## Input

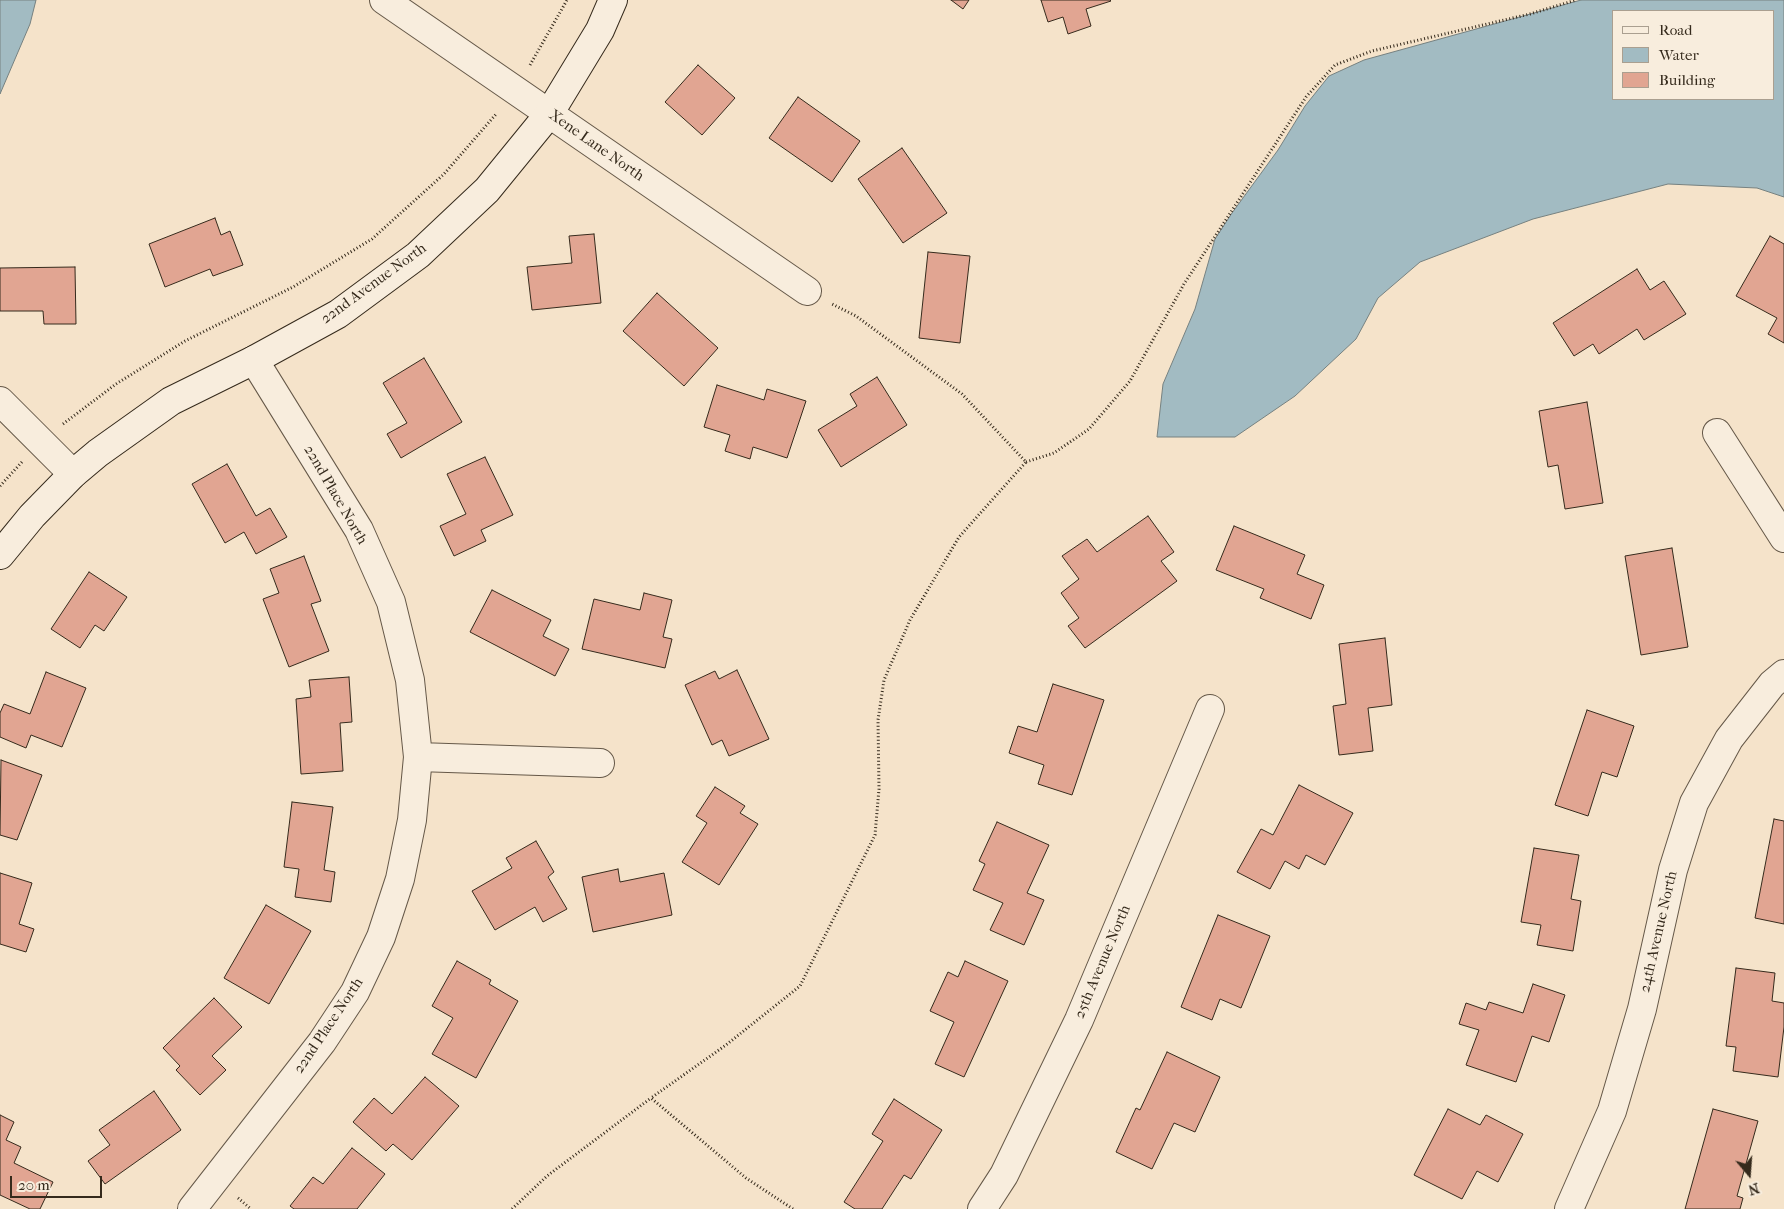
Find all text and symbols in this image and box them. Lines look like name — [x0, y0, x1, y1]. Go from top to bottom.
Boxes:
legend — [1612, 10, 1774, 100]
text: Road — [1659, 21, 1692, 39]
text: Water — [1659, 46, 1699, 64]
text: Building — [1659, 71, 1715, 89]
street label: Xene Lane North — [545, 106, 647, 186]
street label: 22nd Avenue North — [318, 240, 430, 328]
street label: 22nd Place North — [299, 442, 371, 548]
street label: 24th Avenue North — [1636, 870, 1682, 994]
street label: 25th Avenue North — [1071, 902, 1135, 1022]
street label: 22nd Place North — [290, 975, 368, 1077]
north arrow — [1724, 1149, 1774, 1199]
scale bar — [12, 1166, 105, 1198]
text: 20 m — [18, 1176, 50, 1194]
text: N — [1746, 1179, 1761, 1198]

## What to do
Without the pictures, retype all of the data above exactly.

## Output of the exercise
Find all text and symbols in this image and box them. Lines look like name — [x0, y0, x1, y1]. Go from top to bottom.
Boxes:
legend — [1612, 10, 1774, 100]
text: Road — [1659, 21, 1692, 39]
text: Water — [1659, 46, 1699, 64]
text: Building — [1659, 71, 1715, 89]
street label: Xene Lane North — [545, 106, 647, 186]
street label: 22nd Avenue North — [318, 240, 430, 328]
street label: 22nd Place North — [299, 442, 371, 548]
street label: 24th Avenue North — [1636, 870, 1682, 994]
street label: 25th Avenue North — [1071, 902, 1135, 1022]
street label: 22nd Place North — [290, 975, 368, 1077]
north arrow — [1724, 1149, 1774, 1199]
scale bar — [12, 1166, 105, 1198]
text: 20 m — [18, 1176, 50, 1194]
text: N — [1746, 1179, 1761, 1198]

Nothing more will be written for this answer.